Thousands of workers marched in Labour Day rallies in Manila Tuesday, using burning effigies and chants to voice anger over Philippine President Rodrigo Duterte’s economic policies.
Waving red flags, unions zeroed in on what they say is a broken campaign promise from Duterte to get rid of short-term employment contracts, which deprive workers of better benefits and pay.
“We were taken for a ride,” the Workers Party said in a Labour Day statement as it vowed to continue fighting against the practice.
A giant demon in the role of Duterte was hauled by the protesters to the street fronting the presidential palace and torched.
Police said some 5,500 people attended the marches and that the events were “generally peaceful”.
The protests came despite Duterte announcing, in a Labour Day ceremony in the central Philippines, that he had signed an order strengthening regulations against short-term contracts.

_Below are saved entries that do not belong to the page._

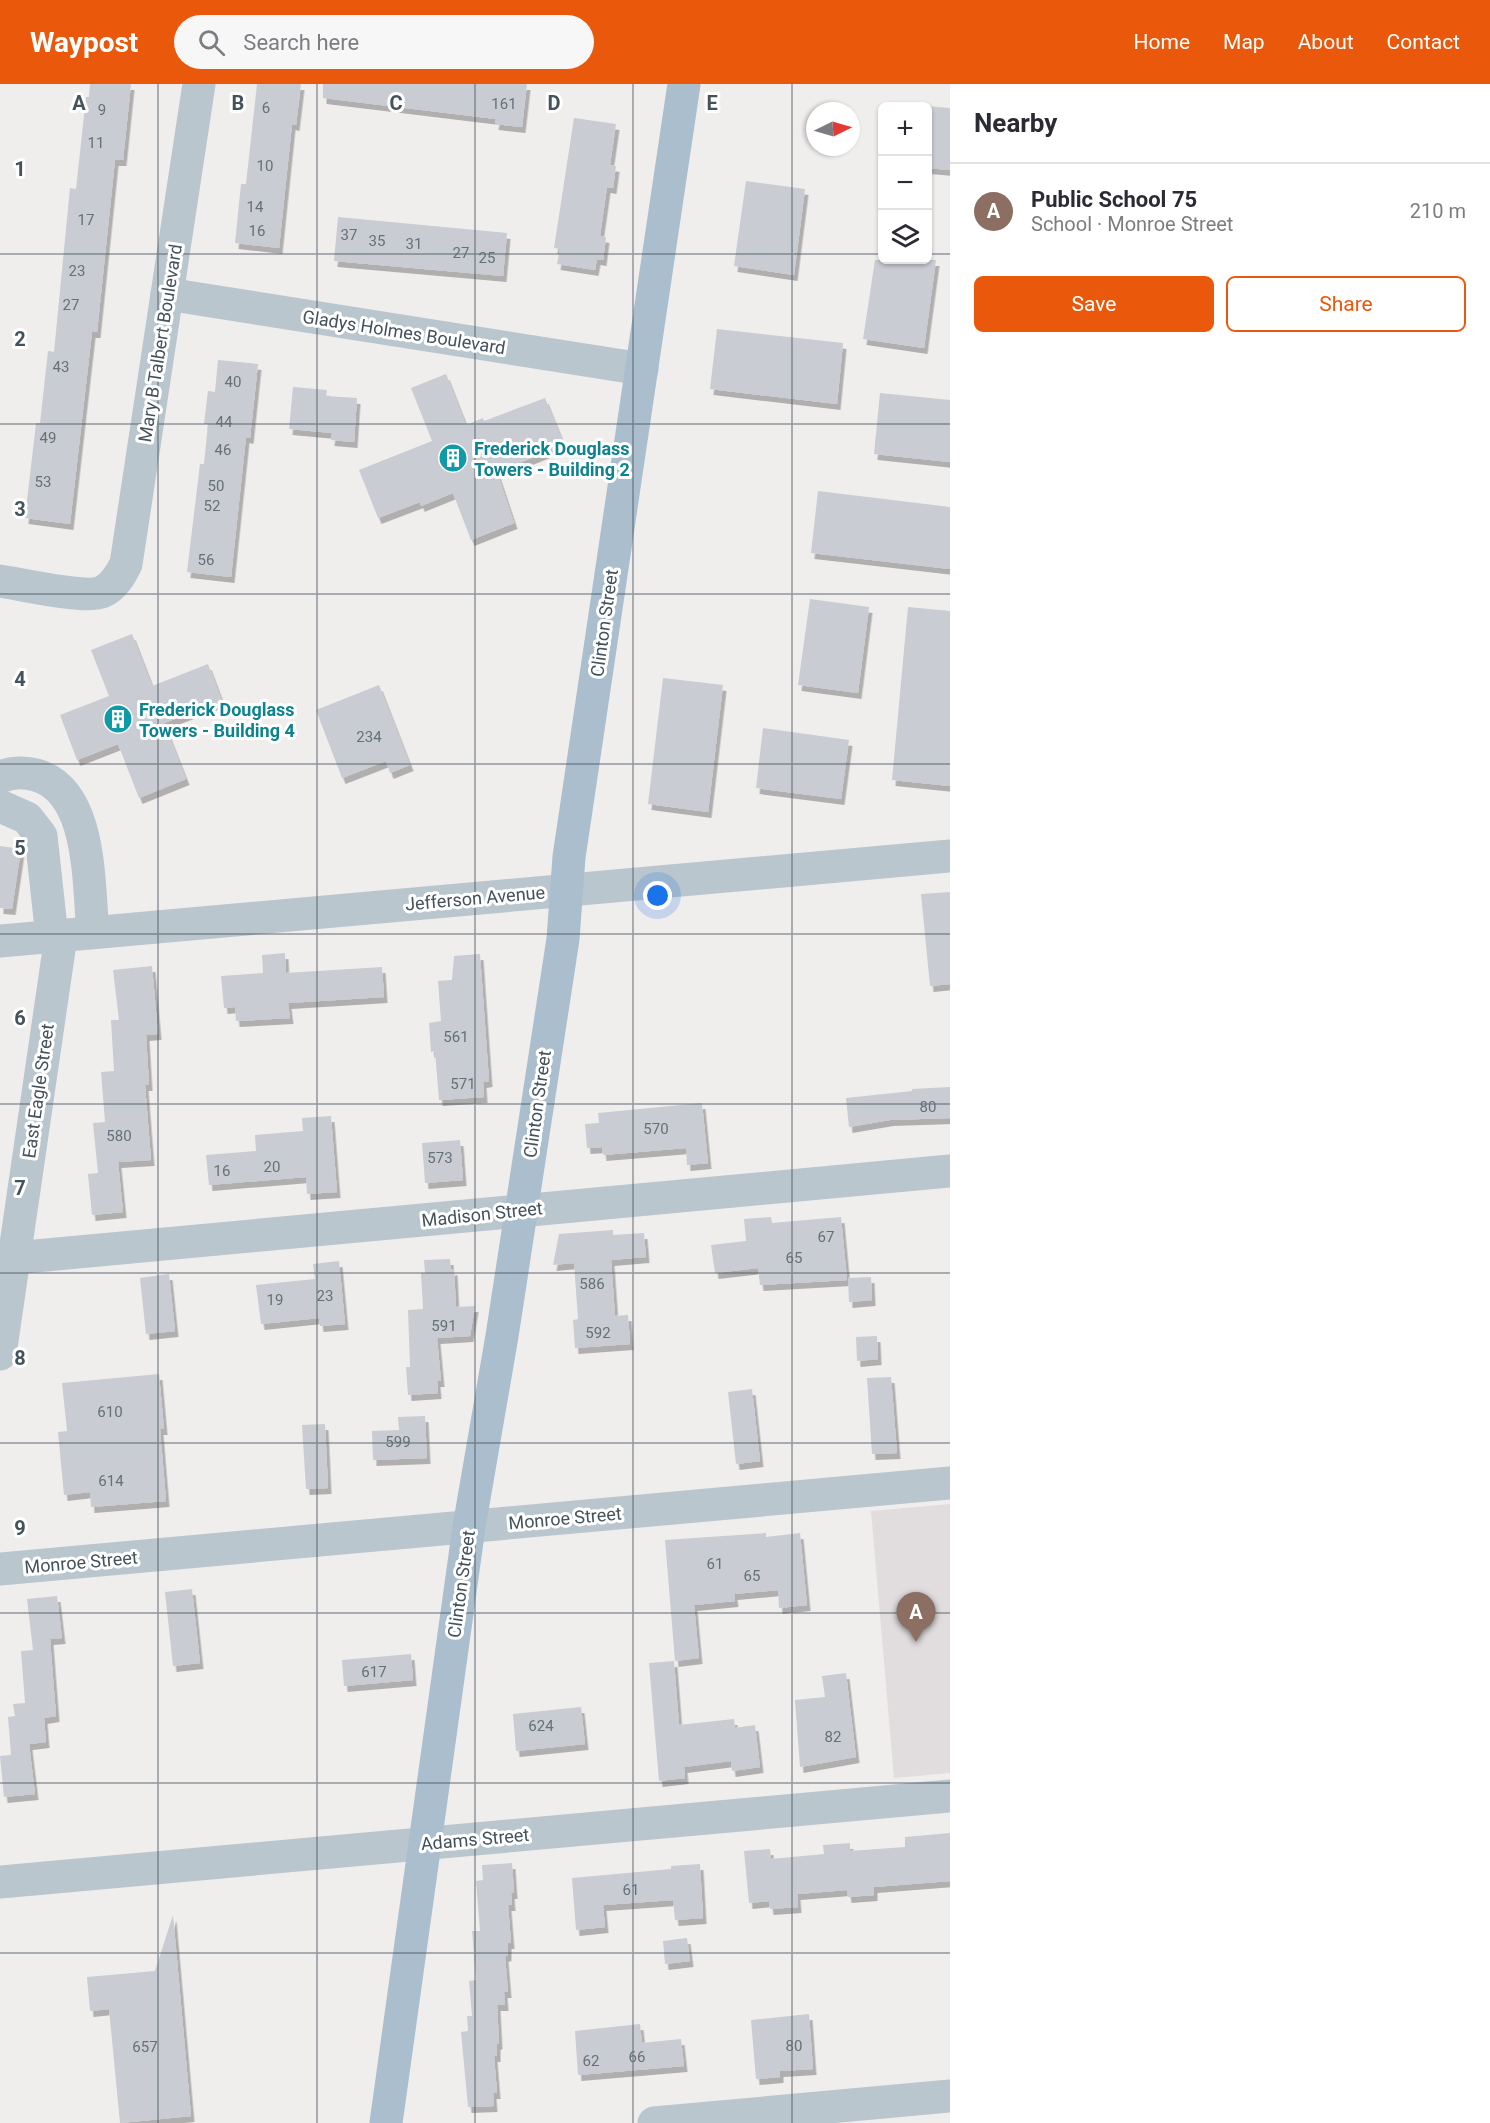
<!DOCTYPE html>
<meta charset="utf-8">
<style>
body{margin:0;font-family:Roboto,sans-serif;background:#f7f7f7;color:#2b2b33}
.controls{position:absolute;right:18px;top:18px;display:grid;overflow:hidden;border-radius:9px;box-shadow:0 2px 4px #0004}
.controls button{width:54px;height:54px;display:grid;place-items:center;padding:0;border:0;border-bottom:2px solid #e1e1e2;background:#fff;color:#2b2b33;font:30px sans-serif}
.compass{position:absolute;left:806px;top:18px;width:54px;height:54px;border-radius:50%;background:#fff;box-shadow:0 2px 4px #0004;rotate:85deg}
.you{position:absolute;left:658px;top:812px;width:21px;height:21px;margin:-15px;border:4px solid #fff;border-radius:50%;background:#1a73e8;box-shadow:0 0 0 9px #1a73e833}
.badge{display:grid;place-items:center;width:39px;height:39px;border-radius:50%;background:#ea580c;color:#fff;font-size:20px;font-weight:700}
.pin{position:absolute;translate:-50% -50px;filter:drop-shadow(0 2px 3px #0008)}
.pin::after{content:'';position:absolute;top:32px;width:21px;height:18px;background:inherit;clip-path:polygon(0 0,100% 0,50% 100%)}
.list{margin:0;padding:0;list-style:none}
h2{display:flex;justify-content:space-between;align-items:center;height:78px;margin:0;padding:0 24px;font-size:26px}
h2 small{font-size:20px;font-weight:400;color:#7c7c81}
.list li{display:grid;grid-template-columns:39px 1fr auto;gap:18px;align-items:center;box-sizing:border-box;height:96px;padding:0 24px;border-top:2px solid #e1e1e2}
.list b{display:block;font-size:22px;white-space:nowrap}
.list p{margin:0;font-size:20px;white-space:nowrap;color:#7c7c81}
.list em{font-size:20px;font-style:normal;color:#7c7c81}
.actions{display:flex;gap:12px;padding:18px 24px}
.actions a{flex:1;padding:14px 0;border:2px solid #ea580c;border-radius:9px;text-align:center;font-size:21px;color:#ea580c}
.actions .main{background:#ea580c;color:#fff}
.icon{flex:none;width:33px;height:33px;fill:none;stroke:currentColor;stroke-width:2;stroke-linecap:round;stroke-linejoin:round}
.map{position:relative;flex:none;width:950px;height:2039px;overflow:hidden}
header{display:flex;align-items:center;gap:36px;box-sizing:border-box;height:84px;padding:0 30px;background:#ea580c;color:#fff}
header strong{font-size:28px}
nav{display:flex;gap:33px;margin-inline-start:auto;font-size:21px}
.search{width:420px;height:54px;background:#f7f7f7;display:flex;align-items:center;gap:15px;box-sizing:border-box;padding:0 21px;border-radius:33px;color:#7c7c81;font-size:22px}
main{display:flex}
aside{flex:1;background:#fff}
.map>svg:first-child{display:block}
</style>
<header>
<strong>Waypost</strong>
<div class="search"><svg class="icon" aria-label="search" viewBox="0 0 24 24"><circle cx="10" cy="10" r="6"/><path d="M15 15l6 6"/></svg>Search here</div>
<nav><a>Home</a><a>Map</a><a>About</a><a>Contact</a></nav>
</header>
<main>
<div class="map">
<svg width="950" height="2039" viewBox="0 0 950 2039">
<defs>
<filter id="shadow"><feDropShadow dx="3.5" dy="6" stdDeviation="0" flood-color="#0004"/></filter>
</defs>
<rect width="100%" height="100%" fill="#f0eded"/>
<path fill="#e1dddf" d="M950,1420V1689L894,1694L871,1427Z"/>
<g fill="#c9ccd2" filter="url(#shadow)">
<path d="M90,0H131L123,76H115L97,248H92L70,440L25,434L36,339H40L48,267L54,268L70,104L76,105L86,13H89Z"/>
<path d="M257,0H301L296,41L292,40L279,164L235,159L241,100H246Z"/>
<path d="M323,0H527L522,43L495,40L496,35L323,14Z"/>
<path d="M927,22L950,24V86L927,84Z"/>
<path d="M574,34L616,40L610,81L616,82L613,104L607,103L600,152L606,153L603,176L597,175L595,186L557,180L560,165L554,164Z"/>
<path d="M746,97L805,105L794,191L734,182Z"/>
<path d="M338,133L507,149L503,192L334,177Z"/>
<path d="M875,176H936L924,264L863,255Z"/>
<path d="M717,245L843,259L837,320L710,305Z"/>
<path d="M218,276L258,280L250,354L246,353L231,493L187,488L200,380H204L208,340H204L208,307L215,308Z"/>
<path d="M446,290L466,341L483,334L484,337L545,314L564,361L497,388L514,439L471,456L453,409L421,422L420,418L378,434L359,386L432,357L411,304Z"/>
<path d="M293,303L327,306L326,312L357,314L354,358L331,356L332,349L289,345Z"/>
<path d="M880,309L950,316V378L874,370Z"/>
<path d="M818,407L950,423V485L811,469Z"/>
<path d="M810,515L869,523L858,609L798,601Z"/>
<path d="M908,523L950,527V702L892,696Z"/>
<path d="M132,550L152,602L208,580L222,617L164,639L186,695L139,714L118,660L77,676L60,631L109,612L91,566Z"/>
<path d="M663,594L723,601L708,728L648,720Z"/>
<path d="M379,601L410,681L390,689L386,677L342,694L316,626Z"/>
<path d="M763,644L849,656L841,715L756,704Z"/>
<path d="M0,762L21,765L12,825L0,824Z"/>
<path d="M950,808V900L930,902L921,810Z"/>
<path d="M285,869L286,889L382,883L384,913L288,919L290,934L236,937L235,923L224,924L221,892L263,889L262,871Z"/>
<path d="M480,870L489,997L483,998L484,1013L439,1016L435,967L431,968L429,939L441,937L438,897L452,896L454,872Z"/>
<path d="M152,882L158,950L146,951L149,1001H145L151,1076L118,1078L123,1128L92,1131L88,1090L98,1089L93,1039L105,1038L101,988L114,987L111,936H119L113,886Z"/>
<path d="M950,1003V1034L890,1036L849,1043L846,1014L912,1007V1005Z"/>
<path d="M702,1019L708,1079L687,1081L686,1064L603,1071L602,1063L587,1064L585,1040L599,1039L598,1029Z"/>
<path d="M331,1032L337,1108L307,1110L306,1093L209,1101L206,1071L256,1067L255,1051L303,1047L302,1034Z"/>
<path d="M460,1056L463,1096L425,1099L422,1059Z"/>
<path d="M771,1133L772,1139L841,1133L847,1196L760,1201L758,1184L715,1189L711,1161L746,1157L744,1135Z"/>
<path d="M613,1146V1151L644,1149L646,1173L611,1176L615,1232L628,1231L630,1260L575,1264L573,1236L578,1235L574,1179L553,1181L559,1150Z"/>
<path d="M450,1175L451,1186L454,1185L456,1223L475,1222L470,1252L437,1254L441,1297H437L438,1309L408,1311L406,1283H410L408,1226L423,1225L421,1189H425L424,1176Z"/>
<path d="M339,1177L345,1240L320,1242L319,1234L261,1240L256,1201L315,1195L313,1180Z"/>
<path d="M169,1190L175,1247L146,1250L140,1194Z"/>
<path d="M871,1193L872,1216L849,1218L848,1194Z"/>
<path d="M877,1252L878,1275L857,1277L856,1253Z"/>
<path d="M159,1290L164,1345H160L166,1417L91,1423L90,1408L64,1411L58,1348L67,1347L62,1299Z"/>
<path d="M891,1293L897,1369L872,1370L867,1294Z"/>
<path d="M752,1305L760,1377L736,1380L728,1308Z"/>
<path d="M425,1332L427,1374L373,1376L372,1347L399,1346L398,1333Z"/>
<path d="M325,1340L328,1404L306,1405L302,1341Z"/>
<path d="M766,1449V1453L800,1449L807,1521L779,1524L778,1506L734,1510L735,1517L694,1521L699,1574L675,1577L665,1456Z"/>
<path d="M192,1505L200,1579L173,1582L165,1508Z"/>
<path d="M57,1512L62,1554L50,1555L56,1632L44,1634L46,1658L29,1660L35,1710L4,1713L0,1672L11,1671L8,1633L15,1632L13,1620L25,1619L21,1567L33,1566L27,1515Z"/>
<path d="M411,1570L413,1596L344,1602L342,1576Z"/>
<path d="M674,1577L679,1641L734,1635L735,1644L755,1641L760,1683L732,1687L731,1677L684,1683L685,1694L659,1697L649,1579Z"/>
<path d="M846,1589L856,1673L800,1683L795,1616L825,1613L822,1592Z"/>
<path d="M581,1623L585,1660L516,1667L513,1630Z"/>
<path d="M950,1749V1797L874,1803V1811L848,1813L847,1806L797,1810L798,1823L770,1825L769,1817L749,1819L744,1767L770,1765L771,1775L824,1770L823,1761L850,1759V1767L905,1763V1753Z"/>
<path d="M512,1779L514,1809H511L512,1821H508L511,1859H508V1871L505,1872L508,1908H504L505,1921H497L499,1959L497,1960V1972H494L497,2009H493L494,2022L468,2023L461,1948L468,1947L467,1932H472L469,1897L476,1896L472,1847H480L476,1797L483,1796L482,1781Z"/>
<path d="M700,1780L703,1834L675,1836L673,1816L603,1821L605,1843L576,1846L572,1794L671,1785V1782Z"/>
<path d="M173,1831L191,2032L120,2039L109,1925L90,1927L87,1893L155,1887Z"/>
<path d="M687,1854L690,1877L665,1880L663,1857Z"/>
<path d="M809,1930L813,1985L780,1987V1993L756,1995L751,1936Z"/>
<path d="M640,1940L642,1959L681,1955L684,1982L578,1991L575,1947Z"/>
</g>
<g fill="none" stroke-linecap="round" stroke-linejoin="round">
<g stroke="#bac6cd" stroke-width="33">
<path d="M167,210L642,285"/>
<path d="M0,497C20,500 86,515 102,508C114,503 121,490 126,480L199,0"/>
<path d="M0,693C11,688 25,688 36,691C93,707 88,801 93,848"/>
<path d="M0,722L27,734L41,752L52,853"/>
<path d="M0,857L950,772"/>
<path d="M14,1174L950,1087"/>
<path d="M0,1270L61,852"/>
<path d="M0,1485L950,1399"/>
<path d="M0,1798L950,1712"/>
<path d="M654,2039L950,2012"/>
</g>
<path stroke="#aabece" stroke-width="33" d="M386,2039L469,1443L502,1252L563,855L569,773L684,0"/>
</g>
<path fill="none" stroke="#44525b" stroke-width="1.5" stroke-opacity="0.55" d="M158,0V2039M317,0V2039M475,0V2039M633,0V2039M792,0V2039M0,170H882M928,170H950M0,340H950M0,510H950M0,680H950M0,850H950M0,1020H950M0,1189H950M0,1359H950M0,1529H950M0,1699H950M0,1869H950"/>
<defs>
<g id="building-disc" transform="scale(1.5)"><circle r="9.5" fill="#0f9aa8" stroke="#fff"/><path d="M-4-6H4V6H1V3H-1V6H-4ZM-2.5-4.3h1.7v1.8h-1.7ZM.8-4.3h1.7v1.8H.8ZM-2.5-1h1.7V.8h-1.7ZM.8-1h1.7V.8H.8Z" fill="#fff"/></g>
</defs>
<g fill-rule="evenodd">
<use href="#building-disc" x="453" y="374"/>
<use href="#building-disc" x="118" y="635"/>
</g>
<g text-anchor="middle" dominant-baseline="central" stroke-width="6" stroke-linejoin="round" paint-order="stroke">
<g font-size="15" fill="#657079">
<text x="504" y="20">161</text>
<text x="266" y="24">6</text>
<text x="102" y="26">9</text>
<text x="96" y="59">11</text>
<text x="265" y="82">10</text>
<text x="255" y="123">14</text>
<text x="86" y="136">17</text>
<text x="257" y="147">16</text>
<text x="349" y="151">37</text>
<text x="377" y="157">35</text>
<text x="414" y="160">31</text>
<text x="461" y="169">27</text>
<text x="487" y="174">25</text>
<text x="77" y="187">23</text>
<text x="71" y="221">27</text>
<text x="61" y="283">43</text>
<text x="233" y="298">40</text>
<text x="224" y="338">44</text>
<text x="48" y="354">49</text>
<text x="223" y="366">46</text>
<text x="43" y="398">53</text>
<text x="216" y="402">50</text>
<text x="212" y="422">52</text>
<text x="206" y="476">56</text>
<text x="369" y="653">234</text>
<text x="456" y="953">561</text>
<text x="463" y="1000">571</text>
<text x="928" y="1023">80</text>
<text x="656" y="1045">570</text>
<text x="119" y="1052">580</text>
<text x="440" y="1074">573</text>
<text x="272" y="1083">20</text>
<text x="222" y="1087">16</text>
<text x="826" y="1153">67</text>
<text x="794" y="1174">65</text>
<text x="592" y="1200">586</text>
<text x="325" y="1212">23</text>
<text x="275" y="1216">19</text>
<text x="444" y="1242">591</text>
<text x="598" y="1249">592</text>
<text x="110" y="1328">610</text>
<text x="398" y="1358">599</text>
<text x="111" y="1397">614</text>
<text x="715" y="1480">61</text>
<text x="752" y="1492">65</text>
<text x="374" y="1588">617</text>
<text x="541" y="1642">624</text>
<text x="833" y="1653">82</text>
<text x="631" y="1806">61</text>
<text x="794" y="1962">80</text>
<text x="145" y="1963">657</text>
<text x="637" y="1973">66</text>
<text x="591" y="1977">62</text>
</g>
<g font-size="18" fill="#44525b" stroke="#fff">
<text transform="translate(404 248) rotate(9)">Gladys Holmes Boulevard</text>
<text transform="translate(160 259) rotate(-81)">Mary B Talbert Boulevard</text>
<text transform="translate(604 539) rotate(-82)">Clinton Street</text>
<text transform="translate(475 814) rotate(-5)">Jefferson Avenue</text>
<text transform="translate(38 1007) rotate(-82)">East Eagle Street</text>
<text transform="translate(537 1020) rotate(-82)">Clinton Street</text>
<text transform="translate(482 1130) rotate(-6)">Madison Street</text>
<text transform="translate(565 1434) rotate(-5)">Monroe Street</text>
<text transform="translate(81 1478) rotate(-5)">Monroe Street</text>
<text transform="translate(461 1500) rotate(-82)">Clinton Street</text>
<text transform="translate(475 1755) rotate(-5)">Adams Street</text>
</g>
<g font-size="18" font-weight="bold" fill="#0d838f" stroke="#fff" text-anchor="start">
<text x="474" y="364">Frederick Douglass<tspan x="474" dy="21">Towers - Building 2</tspan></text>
<text x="139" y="625">Frederick Douglass<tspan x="139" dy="21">Towers - Building 4</tspan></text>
</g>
</g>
<g font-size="20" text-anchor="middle" font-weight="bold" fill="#44525b" stroke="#fff" stroke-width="6" stroke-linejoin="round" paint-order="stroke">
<text x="79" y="26">A</text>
<text x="238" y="26">B</text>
<text x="396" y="26">C</text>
<text x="554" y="26">D</text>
<text x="712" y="26">E</text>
<text x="20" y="92">1</text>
<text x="20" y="262">2</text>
<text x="20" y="432">3</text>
<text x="20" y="602">4</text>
<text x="20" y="771">5</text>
<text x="20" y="941">6</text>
<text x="20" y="1111">7</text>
<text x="20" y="1281">8</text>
<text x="20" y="1451">9</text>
</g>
</svg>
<div class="controls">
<button>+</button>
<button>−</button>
<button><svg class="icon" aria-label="layers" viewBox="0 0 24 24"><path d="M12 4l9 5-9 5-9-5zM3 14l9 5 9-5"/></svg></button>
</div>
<svg class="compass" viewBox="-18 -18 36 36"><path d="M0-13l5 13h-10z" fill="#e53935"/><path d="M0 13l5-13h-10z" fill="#7c7c81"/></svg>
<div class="you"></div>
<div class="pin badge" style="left:916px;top:1558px;background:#8d6e63">A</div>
</div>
<aside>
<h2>Nearby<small></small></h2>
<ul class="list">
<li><span class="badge" style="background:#8d6e63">A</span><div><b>Public School 75</b><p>School · Monroe Street</p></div><em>210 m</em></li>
</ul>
<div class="actions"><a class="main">Save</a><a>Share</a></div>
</aside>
</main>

Duterte insisted he could not do more as this would require the legislature to revise labour laws.
“I remain firm in my commitment to put an end to… illegal” contracts, the president said.
Duterte’s newly signed order still allows companies to hire third-party agencies to provide contractual labour for limited periods, charged Dennis Sequena, a Workers Party official.
“He (Duterte) is favouring business. His order does not favour the workers. It allows contracting agencies (to fill) jobs that should be regularised,” he told AFP.
Labour groups in the Philippines accuse many companies of saving money by using short-term contractual workers to avoid paying higher wages and providing the legally required benefits due to regular workers.